The aim is tighter body control and superior lateral grip. Previously, this racier attitude came with perfectly matched propulsion in the shape of Porsche’s air-breathing V8; a combination that positively radiated performance heft.
Predictably, that engine is now considered as dirty and as outdated as an oil-burning street light and has been replaced with the same turbocharged 3.6-litre V6 which we’ve already experienced in the cheaper Cayenne S.
Except it isn’t quite same because Porsche has tweaked the software code to get an additional 20bhp out of it - 20bhp more, in fact, than the old V8 developed. It does this while emitting around 23g/km CO2 less and managing greater distances between fuel stops.
It also makes the car handily lighter - by around 120kg over the latest Turbo. The GTS also gets the 20-inch RS Spyder alloys, deeper sills, fatter arches and larger air intakes that typically go with the badge.
What's it like?
Inside, mostly thanks to the Alcantara sprayed up the doors, pillars and roof lining, the GTS feels expensively athletic, like wearing a Gore-Tex lined trail shoe. Not covering the steering wheel in the stuff seems like a missed opportunity, however.

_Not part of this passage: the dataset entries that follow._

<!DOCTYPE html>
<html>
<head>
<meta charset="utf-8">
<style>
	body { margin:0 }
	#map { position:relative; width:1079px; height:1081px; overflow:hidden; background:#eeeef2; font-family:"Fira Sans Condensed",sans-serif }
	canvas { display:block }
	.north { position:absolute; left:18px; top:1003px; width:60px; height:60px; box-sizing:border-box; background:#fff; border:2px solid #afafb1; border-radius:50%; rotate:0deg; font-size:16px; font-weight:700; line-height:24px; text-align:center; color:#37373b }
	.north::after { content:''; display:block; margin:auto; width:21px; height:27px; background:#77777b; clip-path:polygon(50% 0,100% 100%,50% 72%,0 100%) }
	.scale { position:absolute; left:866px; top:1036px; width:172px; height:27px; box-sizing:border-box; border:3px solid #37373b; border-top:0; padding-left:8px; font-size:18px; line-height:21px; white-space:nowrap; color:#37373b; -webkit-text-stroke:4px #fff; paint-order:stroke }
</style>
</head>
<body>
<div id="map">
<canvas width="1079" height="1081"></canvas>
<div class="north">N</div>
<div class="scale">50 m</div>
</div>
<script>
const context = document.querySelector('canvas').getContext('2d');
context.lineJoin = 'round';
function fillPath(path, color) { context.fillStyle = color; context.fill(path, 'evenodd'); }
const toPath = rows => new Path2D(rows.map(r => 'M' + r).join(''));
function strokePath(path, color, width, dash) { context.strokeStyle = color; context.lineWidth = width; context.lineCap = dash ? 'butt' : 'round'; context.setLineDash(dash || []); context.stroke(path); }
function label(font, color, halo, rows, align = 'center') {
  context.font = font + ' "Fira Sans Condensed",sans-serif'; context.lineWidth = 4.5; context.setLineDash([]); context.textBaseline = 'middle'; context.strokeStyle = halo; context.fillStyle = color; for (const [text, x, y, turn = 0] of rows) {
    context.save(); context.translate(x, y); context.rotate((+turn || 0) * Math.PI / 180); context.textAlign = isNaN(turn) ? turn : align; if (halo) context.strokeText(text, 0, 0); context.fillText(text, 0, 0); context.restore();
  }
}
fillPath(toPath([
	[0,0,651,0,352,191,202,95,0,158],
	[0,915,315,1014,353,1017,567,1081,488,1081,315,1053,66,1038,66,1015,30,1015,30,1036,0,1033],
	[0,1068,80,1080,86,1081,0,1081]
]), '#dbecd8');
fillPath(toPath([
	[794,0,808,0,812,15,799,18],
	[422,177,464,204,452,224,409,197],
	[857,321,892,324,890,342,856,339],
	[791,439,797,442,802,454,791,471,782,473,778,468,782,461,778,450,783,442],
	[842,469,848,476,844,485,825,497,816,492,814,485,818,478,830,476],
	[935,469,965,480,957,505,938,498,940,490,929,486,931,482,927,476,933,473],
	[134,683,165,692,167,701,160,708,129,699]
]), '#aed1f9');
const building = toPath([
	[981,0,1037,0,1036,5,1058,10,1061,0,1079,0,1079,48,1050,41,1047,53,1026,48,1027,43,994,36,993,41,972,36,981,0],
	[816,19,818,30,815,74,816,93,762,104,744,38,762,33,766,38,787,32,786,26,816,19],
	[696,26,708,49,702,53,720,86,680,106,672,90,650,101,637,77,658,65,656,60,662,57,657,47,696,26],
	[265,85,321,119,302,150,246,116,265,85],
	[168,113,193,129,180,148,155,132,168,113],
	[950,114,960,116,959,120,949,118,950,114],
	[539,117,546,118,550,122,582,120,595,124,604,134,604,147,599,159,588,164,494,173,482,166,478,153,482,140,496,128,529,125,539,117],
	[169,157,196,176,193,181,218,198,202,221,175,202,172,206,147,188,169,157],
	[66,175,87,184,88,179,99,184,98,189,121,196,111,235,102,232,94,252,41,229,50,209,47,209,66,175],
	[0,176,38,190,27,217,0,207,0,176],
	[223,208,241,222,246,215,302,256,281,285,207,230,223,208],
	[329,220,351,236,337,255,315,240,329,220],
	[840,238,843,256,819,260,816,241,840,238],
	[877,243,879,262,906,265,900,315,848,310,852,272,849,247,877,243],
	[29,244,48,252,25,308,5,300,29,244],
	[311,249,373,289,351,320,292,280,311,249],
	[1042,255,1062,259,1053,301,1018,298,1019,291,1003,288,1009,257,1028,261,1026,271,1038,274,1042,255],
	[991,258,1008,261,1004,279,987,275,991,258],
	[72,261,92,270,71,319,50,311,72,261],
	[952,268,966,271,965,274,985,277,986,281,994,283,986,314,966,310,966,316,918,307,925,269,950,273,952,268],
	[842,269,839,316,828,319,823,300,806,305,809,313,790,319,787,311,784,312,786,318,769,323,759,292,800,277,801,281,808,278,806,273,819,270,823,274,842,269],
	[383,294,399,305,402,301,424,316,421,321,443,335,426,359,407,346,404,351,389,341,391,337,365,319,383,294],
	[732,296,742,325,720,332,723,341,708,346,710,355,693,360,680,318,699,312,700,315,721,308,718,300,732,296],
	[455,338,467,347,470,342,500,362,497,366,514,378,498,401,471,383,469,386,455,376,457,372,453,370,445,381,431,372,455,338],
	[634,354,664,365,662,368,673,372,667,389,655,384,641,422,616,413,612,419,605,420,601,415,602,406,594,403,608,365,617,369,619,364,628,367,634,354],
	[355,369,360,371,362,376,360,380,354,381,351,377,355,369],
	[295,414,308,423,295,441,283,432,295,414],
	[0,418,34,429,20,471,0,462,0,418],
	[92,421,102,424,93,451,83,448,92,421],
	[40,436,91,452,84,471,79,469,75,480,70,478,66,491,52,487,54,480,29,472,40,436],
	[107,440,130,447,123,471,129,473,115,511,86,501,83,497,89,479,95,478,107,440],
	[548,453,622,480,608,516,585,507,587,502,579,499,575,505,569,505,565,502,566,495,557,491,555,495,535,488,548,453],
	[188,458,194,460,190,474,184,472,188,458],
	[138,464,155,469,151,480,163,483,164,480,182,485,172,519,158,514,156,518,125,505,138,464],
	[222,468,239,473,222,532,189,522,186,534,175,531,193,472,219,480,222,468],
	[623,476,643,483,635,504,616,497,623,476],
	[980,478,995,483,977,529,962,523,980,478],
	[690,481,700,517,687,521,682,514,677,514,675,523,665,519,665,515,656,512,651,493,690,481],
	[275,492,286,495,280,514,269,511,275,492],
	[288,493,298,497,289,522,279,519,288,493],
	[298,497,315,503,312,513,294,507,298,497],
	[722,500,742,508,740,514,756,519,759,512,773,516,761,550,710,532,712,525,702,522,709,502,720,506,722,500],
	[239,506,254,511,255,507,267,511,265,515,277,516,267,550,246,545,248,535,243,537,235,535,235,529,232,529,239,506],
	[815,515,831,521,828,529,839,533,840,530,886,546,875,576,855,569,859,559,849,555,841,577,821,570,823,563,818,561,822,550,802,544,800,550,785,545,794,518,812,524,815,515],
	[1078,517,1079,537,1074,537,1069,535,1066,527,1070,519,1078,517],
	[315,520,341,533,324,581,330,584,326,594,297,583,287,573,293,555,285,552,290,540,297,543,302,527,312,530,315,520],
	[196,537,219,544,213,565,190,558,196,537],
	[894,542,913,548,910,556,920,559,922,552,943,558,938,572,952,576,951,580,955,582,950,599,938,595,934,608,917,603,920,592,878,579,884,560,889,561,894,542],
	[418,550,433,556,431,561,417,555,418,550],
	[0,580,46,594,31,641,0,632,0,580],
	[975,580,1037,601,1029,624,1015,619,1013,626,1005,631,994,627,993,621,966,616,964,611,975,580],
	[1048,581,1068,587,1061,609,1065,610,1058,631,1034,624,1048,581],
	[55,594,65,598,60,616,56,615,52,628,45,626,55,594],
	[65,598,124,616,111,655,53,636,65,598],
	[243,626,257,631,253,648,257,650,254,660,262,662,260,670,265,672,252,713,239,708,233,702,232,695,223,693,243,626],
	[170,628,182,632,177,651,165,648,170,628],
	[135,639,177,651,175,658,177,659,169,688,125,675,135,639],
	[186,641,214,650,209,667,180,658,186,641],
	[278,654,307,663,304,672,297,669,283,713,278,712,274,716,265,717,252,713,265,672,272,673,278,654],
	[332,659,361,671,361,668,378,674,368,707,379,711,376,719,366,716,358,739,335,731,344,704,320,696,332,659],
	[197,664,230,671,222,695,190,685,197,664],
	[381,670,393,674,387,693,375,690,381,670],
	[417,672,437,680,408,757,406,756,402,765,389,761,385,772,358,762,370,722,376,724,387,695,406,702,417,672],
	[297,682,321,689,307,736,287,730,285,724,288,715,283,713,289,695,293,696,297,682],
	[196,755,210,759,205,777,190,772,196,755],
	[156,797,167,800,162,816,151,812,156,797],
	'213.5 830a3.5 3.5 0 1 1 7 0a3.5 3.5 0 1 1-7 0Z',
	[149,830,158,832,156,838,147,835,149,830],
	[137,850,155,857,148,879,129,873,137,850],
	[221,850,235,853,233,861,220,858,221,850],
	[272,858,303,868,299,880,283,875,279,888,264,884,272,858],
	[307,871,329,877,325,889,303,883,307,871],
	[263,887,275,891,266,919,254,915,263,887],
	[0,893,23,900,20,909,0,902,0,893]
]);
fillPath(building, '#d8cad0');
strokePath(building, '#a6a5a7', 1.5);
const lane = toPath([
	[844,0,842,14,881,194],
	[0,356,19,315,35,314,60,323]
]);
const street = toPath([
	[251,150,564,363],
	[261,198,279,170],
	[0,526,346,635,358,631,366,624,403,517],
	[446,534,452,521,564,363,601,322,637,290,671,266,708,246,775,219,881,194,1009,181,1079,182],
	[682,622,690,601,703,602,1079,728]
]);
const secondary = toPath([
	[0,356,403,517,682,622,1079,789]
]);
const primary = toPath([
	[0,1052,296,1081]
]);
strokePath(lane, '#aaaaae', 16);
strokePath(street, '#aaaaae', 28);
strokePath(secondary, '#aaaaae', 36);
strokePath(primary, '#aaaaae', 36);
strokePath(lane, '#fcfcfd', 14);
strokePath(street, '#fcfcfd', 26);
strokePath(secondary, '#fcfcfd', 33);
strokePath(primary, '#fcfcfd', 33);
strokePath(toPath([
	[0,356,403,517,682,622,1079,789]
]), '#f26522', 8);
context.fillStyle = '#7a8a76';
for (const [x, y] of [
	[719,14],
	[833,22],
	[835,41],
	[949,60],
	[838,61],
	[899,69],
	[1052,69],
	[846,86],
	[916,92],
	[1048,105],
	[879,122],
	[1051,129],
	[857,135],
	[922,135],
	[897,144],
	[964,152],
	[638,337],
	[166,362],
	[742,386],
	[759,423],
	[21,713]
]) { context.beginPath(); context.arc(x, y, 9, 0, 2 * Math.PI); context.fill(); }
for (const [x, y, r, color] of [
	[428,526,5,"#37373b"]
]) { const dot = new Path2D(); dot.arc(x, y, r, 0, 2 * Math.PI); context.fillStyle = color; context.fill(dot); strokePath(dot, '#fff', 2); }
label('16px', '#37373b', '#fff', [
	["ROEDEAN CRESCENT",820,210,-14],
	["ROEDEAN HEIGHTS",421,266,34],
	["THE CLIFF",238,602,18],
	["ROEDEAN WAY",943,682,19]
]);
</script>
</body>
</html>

Like all Cayennes, it’s as well insulated as a hobbit hole and just as snug. Sweden’s snow-covered roads are not the best place to properly evaluate ride quality, but the suggestion is - despite being quite conspicuously slammed - that Porsche’s current GTS chassis compromise is very well judged indeed.

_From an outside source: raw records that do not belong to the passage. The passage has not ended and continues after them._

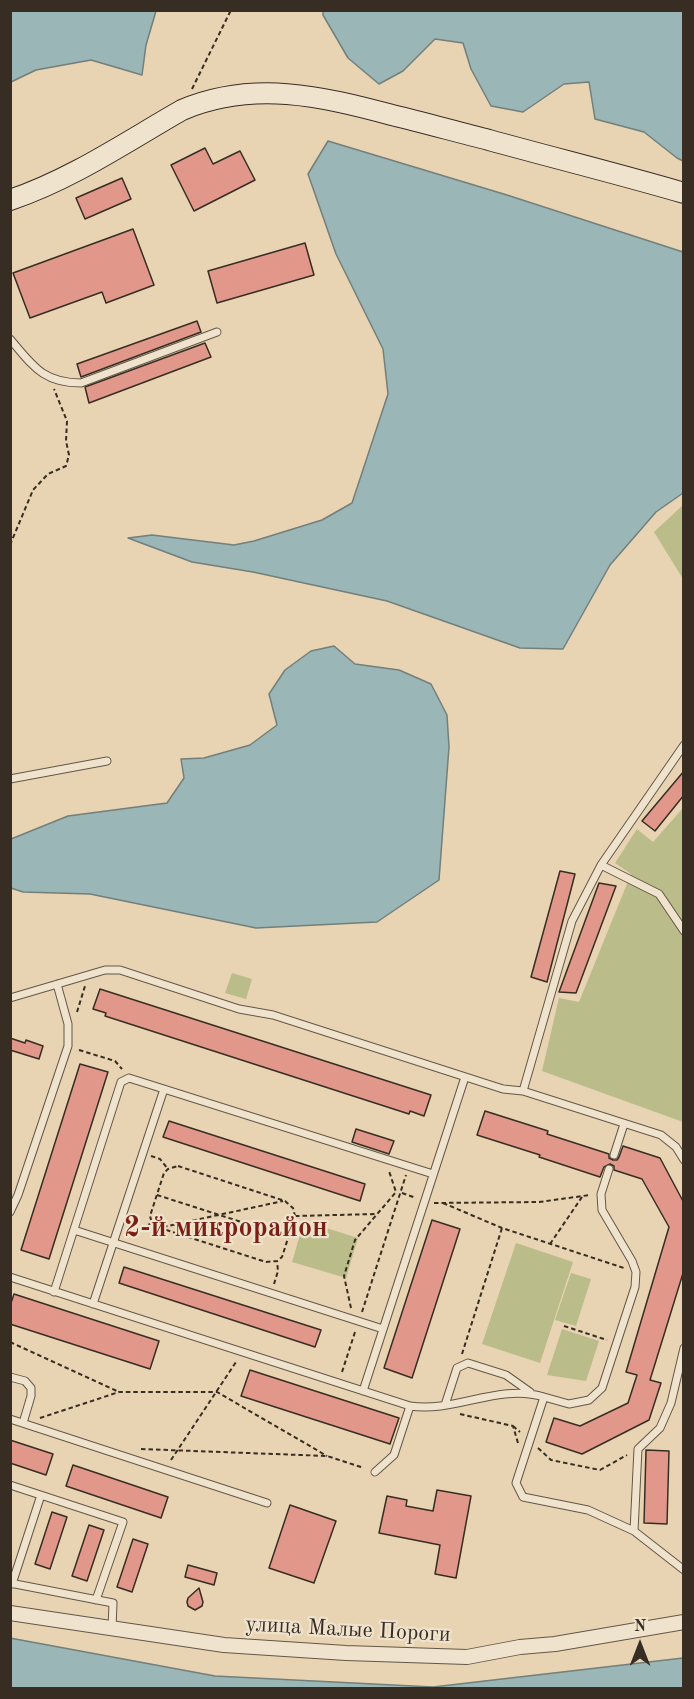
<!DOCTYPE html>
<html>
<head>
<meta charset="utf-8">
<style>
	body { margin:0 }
	#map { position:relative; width:694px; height:1699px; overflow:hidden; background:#e8d4b3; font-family:"Old Standard TT",serif }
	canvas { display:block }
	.frame { position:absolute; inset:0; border:12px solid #372d23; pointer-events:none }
	.north { position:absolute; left:610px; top:1615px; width:60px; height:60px; -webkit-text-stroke:4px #f0e3ce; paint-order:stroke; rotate:0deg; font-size:16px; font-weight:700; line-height:24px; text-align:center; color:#372d23 }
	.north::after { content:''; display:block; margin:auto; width:21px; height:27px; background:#372d23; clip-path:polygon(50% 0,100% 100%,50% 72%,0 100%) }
</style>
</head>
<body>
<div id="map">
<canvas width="694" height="1699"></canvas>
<div class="frame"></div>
<div class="north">N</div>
</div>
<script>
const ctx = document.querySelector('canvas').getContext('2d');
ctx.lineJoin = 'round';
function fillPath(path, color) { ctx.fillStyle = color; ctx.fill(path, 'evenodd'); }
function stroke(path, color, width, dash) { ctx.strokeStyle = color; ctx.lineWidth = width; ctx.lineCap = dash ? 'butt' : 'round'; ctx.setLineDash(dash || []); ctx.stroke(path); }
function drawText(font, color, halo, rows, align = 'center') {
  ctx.font = font + ' "Old Standard TT",serif'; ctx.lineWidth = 4.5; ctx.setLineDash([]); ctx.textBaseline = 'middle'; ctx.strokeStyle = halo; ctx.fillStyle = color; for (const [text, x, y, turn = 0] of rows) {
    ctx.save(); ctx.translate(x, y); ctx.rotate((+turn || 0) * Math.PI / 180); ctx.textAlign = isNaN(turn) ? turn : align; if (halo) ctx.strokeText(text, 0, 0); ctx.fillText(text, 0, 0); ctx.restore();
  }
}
const green = new Path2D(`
	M 683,505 L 683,579 L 654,532 Z
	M 683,808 L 683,1122 L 542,1071 L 559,998 L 579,1002 L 631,874 L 615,863 L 637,829 L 653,842 Z
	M 232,973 L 252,979 L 246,999 L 225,993 Z
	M 304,1221 L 358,1238 L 346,1278 L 292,1262 Z
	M 516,1243 L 573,1262 L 540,1363 L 482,1344 Z
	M 571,1273 L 591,1279 L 576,1326 L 555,1320 Z
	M 562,1329 L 599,1341 L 586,1381 L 547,1375 Z`);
const water = new Path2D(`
	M 10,11 L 156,11 L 146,45 L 142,75 L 91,60 L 36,70 L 11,82 Z
	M 323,11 L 683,11 L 683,161 L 677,158 L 644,132 L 595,119 L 589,82 L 564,84 L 523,112 L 491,106 L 471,69 L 463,43 L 435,39 L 403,71 L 379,84 L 348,58 L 323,15 Z
	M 328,141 L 507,195 L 683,252 L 683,493 L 656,512 L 610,565 L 563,649 L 520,648 L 387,601 L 253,572 L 192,562 L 128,538 L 152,535 L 234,545 L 254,541 L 322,520 L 352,503 L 388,394 L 383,349 L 336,254 L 308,174 Z
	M 334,646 L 355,664 L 399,670 L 431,684 L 447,715 L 449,747 L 439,880 L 377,922 L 256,928 L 90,894 L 23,892 L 11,888 L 11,839 L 68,816 L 167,803 L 184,778 L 181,759 L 204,758 L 250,745 L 277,725 L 269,694 L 285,670 L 311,651 Z
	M 10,1638 L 215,1676 L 433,1687 L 683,1658 L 683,1688 L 11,1688 Z`);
const building = new Path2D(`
	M 205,148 L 213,164 L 240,151 L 255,180 L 194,211 L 171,165 Z
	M 122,178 L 131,199 L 85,219 L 76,198 Z
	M 133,229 L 154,285 L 106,303 L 102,292 L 30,318 L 13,273 Z
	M 305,243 L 314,275 L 217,303 L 208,271 Z
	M 197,321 L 201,332 L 81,377 L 77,364 Z
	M 205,343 L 211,357 L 89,403 L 85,387 Z
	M 684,771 L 684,795 L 655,831 L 642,821 Z
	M 560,871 L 575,874 L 547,982 L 531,977 Z
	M 599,883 L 616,886 L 576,993 L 559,992 Z
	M 100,989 L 431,1095 L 424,1116 L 410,1111 L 409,1114 L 105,1016 L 106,1013 L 93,1009 Z
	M 10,1038 L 25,1043 L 26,1040 L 43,1046 L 39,1059 L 10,1050 Z
	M 80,1064 L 108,1072 L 49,1259 L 21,1250 Z
	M 485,1111 L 548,1131 L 547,1134 L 609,1154 L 609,1158 L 613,1160 L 617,1160 L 619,1157 L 623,1146 L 660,1158 L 684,1203 L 684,1270 L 650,1380 L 661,1383 L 649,1420 L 582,1454 L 546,1442 L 554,1418 L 580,1426 L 628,1403 L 637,1375 L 626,1372 L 669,1227 L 642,1179 L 614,1170 L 614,1166 L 610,1164 L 604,1167 L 600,1177 L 539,1157 L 540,1155 L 477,1135 Z
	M 169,1121 L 365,1184 L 360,1201 L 163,1137 Z
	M 356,1129 L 394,1141 L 389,1154 L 352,1142 Z
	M 432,1220 L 460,1229 L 412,1378 L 384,1368 Z
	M 124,1267 L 321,1330 L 315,1347 L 119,1283 Z
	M 14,1294 L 159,1341 L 150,1369 L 10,1324 L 10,1306 Z
	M 250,1370 L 399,1418 L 390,1444 L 241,1396 Z
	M 10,1440 L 53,1454 L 46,1475 L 10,1463 Z
	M 646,1450 L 669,1451 L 667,1524 L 644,1523 Z
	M 73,1465 L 168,1497 L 161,1518 L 66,1486 Z
	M 437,1490 L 471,1496 L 456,1578 L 435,1574 L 440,1545 L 379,1533 L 387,1496 L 407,1500 L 406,1506 L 433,1511 Z
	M 290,1505 L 336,1521 L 314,1583 L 269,1568 Z
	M 52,1512 L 67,1517 L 50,1569 L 35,1564 Z
	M 89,1525 L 104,1530 L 87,1581 L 72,1576 Z
	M 133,1539 L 148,1544 L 132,1592 L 117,1587 Z
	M 188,1565 L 217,1573 L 214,1585 L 185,1577 Z
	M 199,1588 L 203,1602 L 202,1606 L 195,1610 L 188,1606 L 187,1602 L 188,1598 Z`);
const path = new Path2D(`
	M 192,89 L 231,10
	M 10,545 L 33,490 L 48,474 L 66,466 L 69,455 L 66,441 L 67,421 L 54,389
	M 77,1012 L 85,986
	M 79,1050 L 115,1061 L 122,1069
	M 151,1156 L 160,1159 L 168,1169
	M 178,1166 L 285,1201 L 293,1208 L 295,1216 L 282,1257 L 277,1261 L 266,1262 L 160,1228 L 152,1223 L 150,1216 L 164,1173 L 168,1169 Z
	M 402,1193 L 416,1198
	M 157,1195 L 288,1237
	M 434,1203 L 539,1202 L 590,1195
	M 443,1203 L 502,1228 L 624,1268
	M 295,1216 L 376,1214
	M 163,1227 L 283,1201
	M 128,1235 L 152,1223
	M 550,1244 L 582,1197
	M 274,1284 L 278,1271 L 277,1261
	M 351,1308 L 344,1276 L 355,1240 L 396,1192 L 389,1171
	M 362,1312 L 406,1175
	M 564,1326 L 607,1340
	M 10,1342 L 119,1392
	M 462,1354 L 502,1228
	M 342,1372 L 355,1332
	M 460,1414 L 513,1426 L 518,1443
	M 40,1418 L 119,1392 L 217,1392 L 327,1456
	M 513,1426 L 520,1432
	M 538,1448 L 551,1460 L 600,1470 L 627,1455
	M 141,1449 L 327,1456 L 364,1468
	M 171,1460 L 236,1362`);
const lane = new Path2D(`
	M 10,339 C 33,366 43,383 81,383 L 217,332
	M 10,779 L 107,761
	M 601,865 L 659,894 L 684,931
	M 10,998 L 105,970 L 120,970 L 239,1009 L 273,1015 L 503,1089 L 523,1091 L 661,1135 L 676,1147 L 684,1160
	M 523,1091 L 572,921 L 601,865 L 684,745
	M 614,1155 L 624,1124
	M 10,1212 L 18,1195 L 68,1046 L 68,1024 L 57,984
	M 74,1230 L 383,1329
	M 10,1277 L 410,1406 C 455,1413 499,1383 544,1397 L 516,1483 L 523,1497 L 588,1510 L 634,1531
	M 54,1292 L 121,1082 L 129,1078 L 433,1174
	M 93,1304 L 164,1089
	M 684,1348 L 671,1403 L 660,1428 L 638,1449 L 634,1531 L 684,1570
	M 10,1377 L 25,1381 L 31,1388 L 31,1396 L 23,1423
	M 363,1391 L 465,1077
	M 544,1397 L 569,1404 L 589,1400 L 602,1388 L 635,1287 L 636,1272 L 632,1261 L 602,1210 L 601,1194 L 609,1169
	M 445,1405 L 457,1368 L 468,1363 L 506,1375 L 530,1392
	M 10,1419 L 267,1503
	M 375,1472 L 394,1455 L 410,1406
	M 10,1485 L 123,1522 L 96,1600
	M 10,1583 L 113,1603 L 112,1628
	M 12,1584 L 41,1495`);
const street = new Path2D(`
	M 10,1613 L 224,1645 L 346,1653 L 467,1657 L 520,1647 L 555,1644 L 684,1622`);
const secondary = new Path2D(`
	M 10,200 C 72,179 126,142 182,110 C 253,80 321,96 392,115 C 425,123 457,132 489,140 C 554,158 619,174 684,193`);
const streetNames = [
	["улица Малые Пороги",348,1630,3]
];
const districtNames = [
	["2-й микрорайон",226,1229]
];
fillPath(green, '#babc89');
fillPath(water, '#9ab6b6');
stroke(water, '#727f7b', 1.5);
fillPath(building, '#e1988b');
stroke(building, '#372d23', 1.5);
stroke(lane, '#635747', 9);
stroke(street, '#635747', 16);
stroke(secondary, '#372d23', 22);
stroke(path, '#372d23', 2, [4.5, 3]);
stroke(lane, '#f0e3ce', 7);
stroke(street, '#f0e3ce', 14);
stroke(secondary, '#f0e3ce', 20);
drawText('22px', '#372d23', '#f0e3ce', streetNames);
drawText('bold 28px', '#7a1f14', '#f0e3ce', districtNames);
</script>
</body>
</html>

The V6 engine follows suit. It's responsive, eager, and far quicker than the old V8 was from low revs and is very refined, too. Twinned with the excellent eight-speed Tiptronic, the accumulation of crank speed would almost be syrupy if it weren’t accompanied by such an abundance of torque - 442lb ft from just 1600rpm.
The engine isn’t shy at the top end either, although above 5000rpm, where the torque spirals away, is possibly where an enthusiast might start to pick holes. Its last 1500rpm is a determined, slightly restrained final emptying of the lungs; in the previous GTS, it was more obviously the V8’s area of peak performance.
The speed produced at this point is relative and largely irrelevant - the difference is how you drive the car. Particularly keen drivers no longer have such a compelling reason to sample the engine’s redline, which, if nothing else, makes it that bit harder to differentiate the model from its stablemates.
Should I buy one?
That distinctiveness is clearly critical when you consider the premium the GTS commands over the car that shares its engine. The Cayenne S, only modestly less punchy, is around £12k cheaper.